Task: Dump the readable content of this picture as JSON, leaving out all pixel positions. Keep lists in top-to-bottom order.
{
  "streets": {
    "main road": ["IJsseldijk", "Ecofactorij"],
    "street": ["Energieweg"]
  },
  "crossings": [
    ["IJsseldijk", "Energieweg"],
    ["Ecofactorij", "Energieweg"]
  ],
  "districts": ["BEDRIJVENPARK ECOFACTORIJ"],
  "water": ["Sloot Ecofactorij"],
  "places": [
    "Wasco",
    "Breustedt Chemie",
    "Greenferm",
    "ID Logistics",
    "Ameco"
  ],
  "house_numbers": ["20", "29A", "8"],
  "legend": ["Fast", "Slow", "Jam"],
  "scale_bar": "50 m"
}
*****
— EXERCISE GOAL —
What you should produce is an exact copy of the records above.

— WRITTEN RESPONSE —
Task: Dump the readable content of this picture as JSON, leaving out all pixel positions. Keep lists in top-to-bottom order.
{
  "streets": {
    "main road": ["IJsseldijk", "Ecofactorij"],
    "street": ["Energieweg"]
  },
  "crossings": [
    ["IJsseldijk", "Energieweg"],
    ["Ecofactorij", "Energieweg"]
  ],
  "districts": ["BEDRIJVENPARK ECOFACTORIJ"],
  "water": ["Sloot Ecofactorij"],
  "places": [
    "Wasco",
    "Breustedt Chemie",
    "Greenferm",
    "ID Logistics",
    "Ameco"
  ],
  "house_numbers": ["20", "29A", "8"],
  "legend": ["Fast", "Slow", "Jam"],
  "scale_bar": "50 m"
}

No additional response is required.